Whereas England is much more amenable to looking at what is best for the primary caregiver because if the primary caregiver is happy then the kid is more likely to be happy. There have been some really nasty cases in Australia.
Can you give us an example of an Australian case?
A typical scenario is that an English girl falls in love with an Aussie, moves to Australia, has a baby and then discovers he is a jerk. The relationship terminates and she wants to go home to everything she has known in her life. But to the Australian courts will probably not allow her to take her child to live back home. If she does go home the English courts will send the child back to Australia and mum will obviously go back with her child and then she will be stuck in Australia feeling as if she is a prisoner. It happened to someone I know who is living in a remote part of NSW and it’s not fair but that’s the way the courts are there.
So that’s the outcome of the courts but how does it turn out for the mother? Does it affect her financially?
Yes absolutely. This particular person is living in a remote part of Australia. I think she’s got a job, but often they can’t get a job. She is lucky that her skills are international because she is a teacher. But most often it’s impossible for people living overseas to get a job at the same level because their qualifications may be based on qualifications that work at home but not in other countries.
What about the United States, how do courts view relocation?
American courts will look very carefully at what is best for the child based on what the mother’s and father’s circumstances are and looking at who has been providing most of the day-to-day care.

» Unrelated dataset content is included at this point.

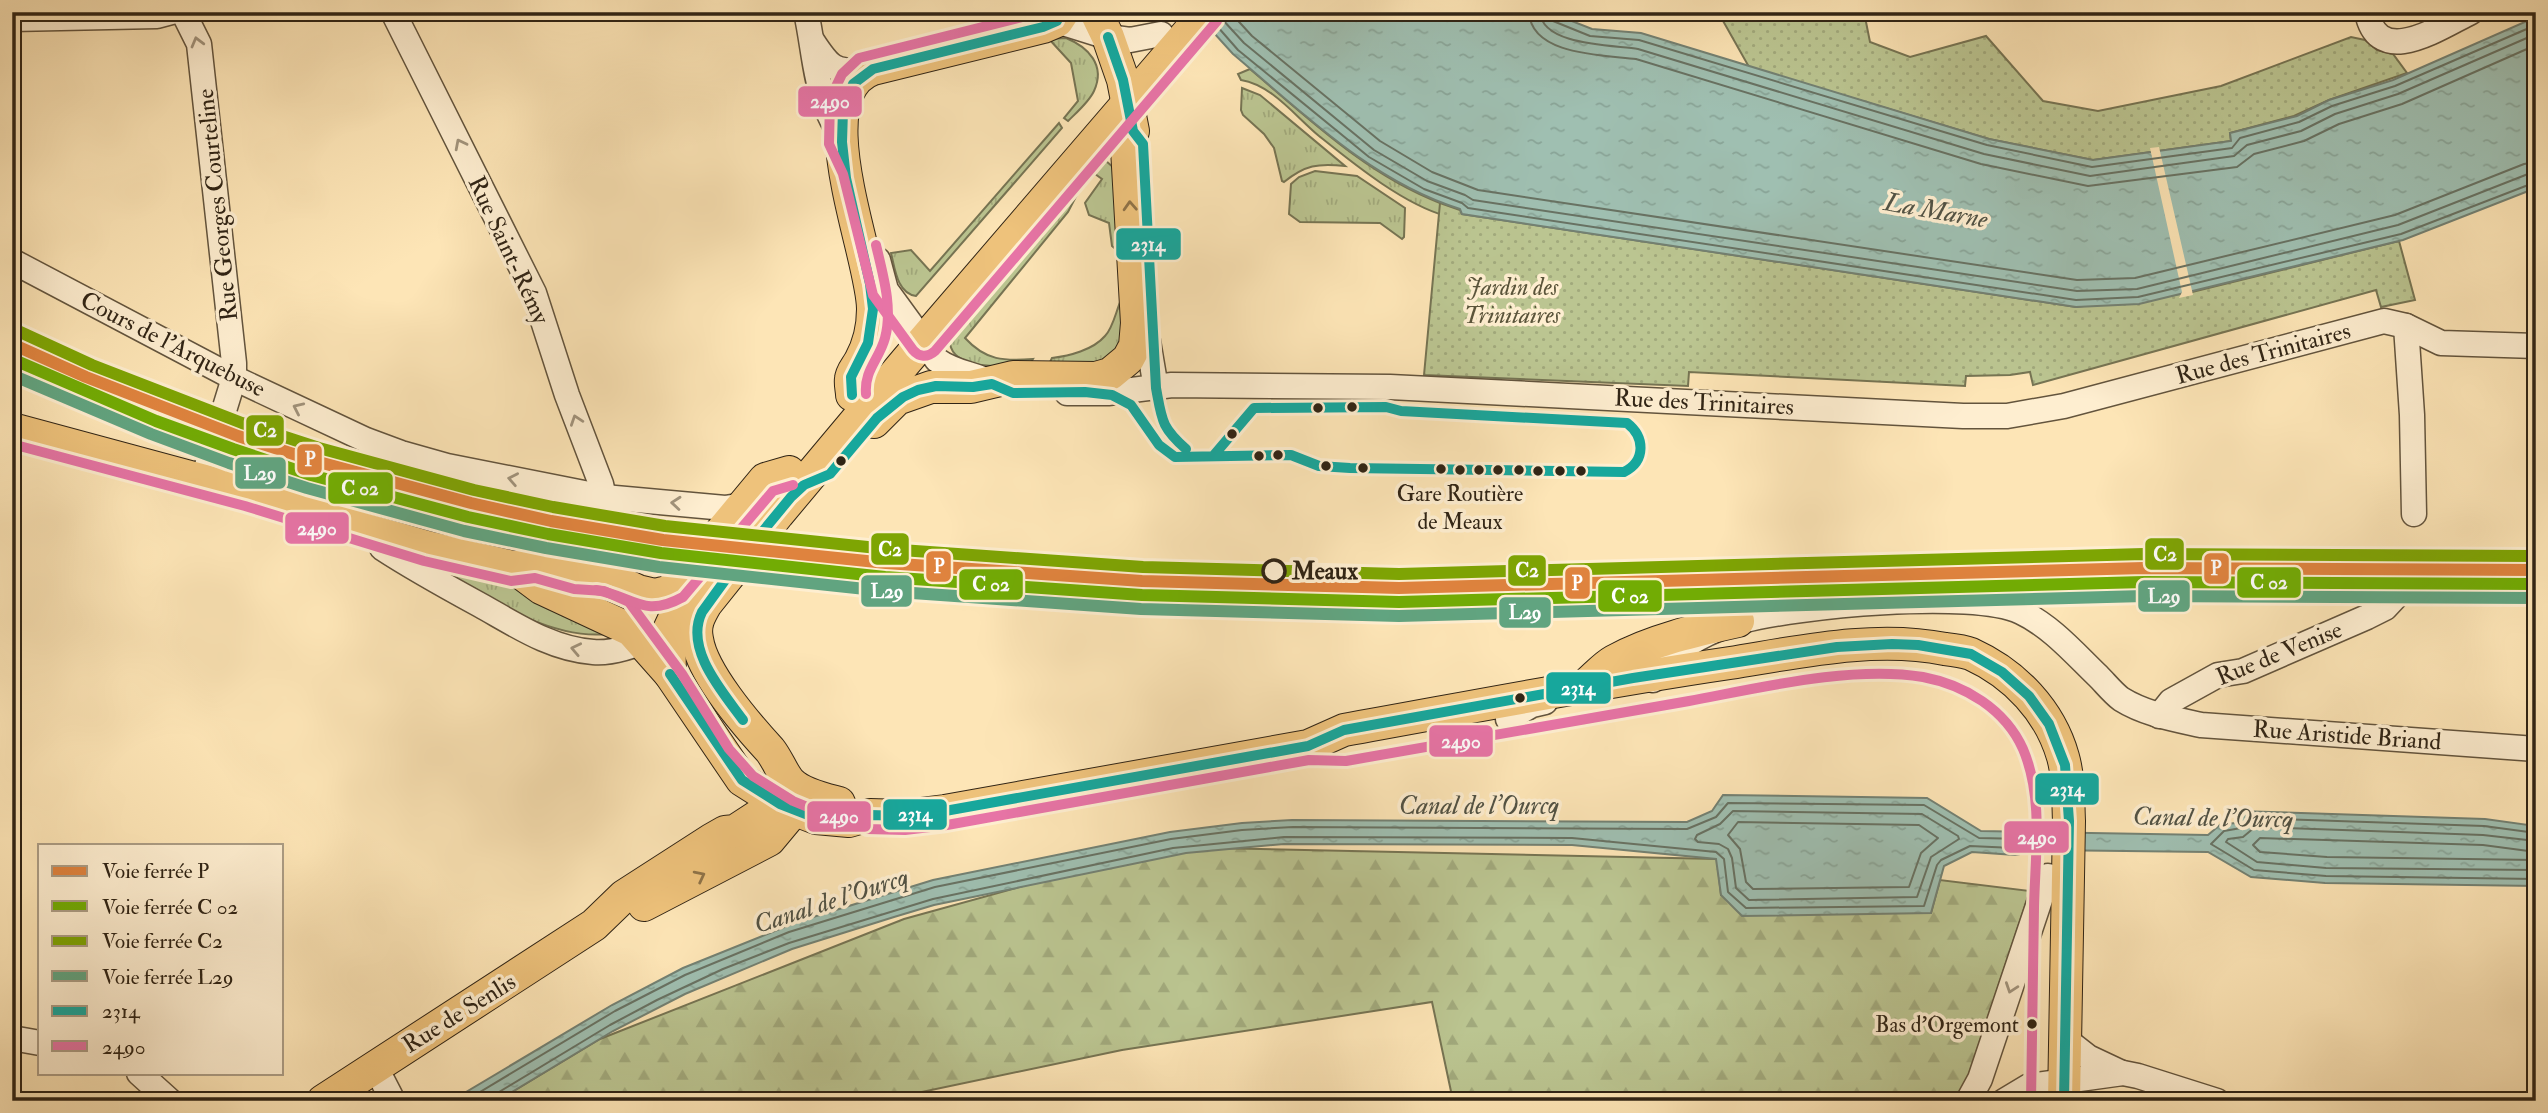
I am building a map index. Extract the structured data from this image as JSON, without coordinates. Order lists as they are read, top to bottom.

If I am representing a mother in a USA court who wants to make a relocation application, then I ask her to prepare a complete dossier. A presentation book, showing what her plan is for the child to be in the new place; photographs of exactly where he will live and where he will play; photographs of the back yard and the nearby park; a map showing the place where she will be living and its relationship to the school; a brochure from the school showing how great it is; what she will do for a living back home; photographs of all the family; and so on. It should be an entire presentation contrasting the life that she currently has in this particular state in America versus the life that she expects to have with her baby or young child in the country to which she wants to relocate.
Australia basically rejects it at the present time. I think it has to change because it produces great injustice.
Is New Zealand similar to Australia?
I deal with huge numbers of typically women, who just want to go home. They are the “trailing spouse,” they trail behind their husband as he moves to NZ, or they fell in love with him somewhere and he is from NZ and the deal was that they would settle there. When the relationship ends she is left with no network, family, no friends and sometimes no job.
This must have a huge emotional impact?
Emotionally they can be left with no sense of being a local. And suddenly they start to notice the bad things in the country and it becomes a downward spiral.
Is it different for applicants of older children than younger children in trying to relocate?
A child is free to relocate at the age of majority which varies from country to country. In reality the courts will allow it earlier if the child insists. The children’s point of view will be taken into account when they are a teenager or maybe a year or two before that depending on how mature they are. But it does often get easier when the child is a little older than a baby. It is easier for them to have visitation in the other country for long chunks of time. So that if mum goes back home to England for example, then an 8 year old can spend half the summer in NZ with dad and dad can come and visit once a year to England and they can talk every day on the webcam. You can have visitation for chunks of time that you can’t have with a young baby.
What are the real costs in getting a child returned if they are taken overseas?
Oh you can’t possibly answer that. I am sorry. It depends on what country. You have got to hire a lawyer in the country to which the child has been abducted. If the child has been abducted in England it is free because they give legal aid to everybody. If they have been abducted to America it is not free. It can be tens of thousands if not hundreds of thousands of dollars.
One thing that concerns me with local New Zealand law is existing Prevention Orders now have to be discharged for a parent to take the child for a holiday. It puts the burden of trust back on the parents.
It is a typical problem. If you are a parent and want to take the child away on a holiday, do you apply first? Or if you are the parent who is worried about the child being abducted do you need to go to court first?
I think you could take your children overseas on a holiday and say the other party verbally agreed. I wonder if there is anything here protecting the other or custodial parent.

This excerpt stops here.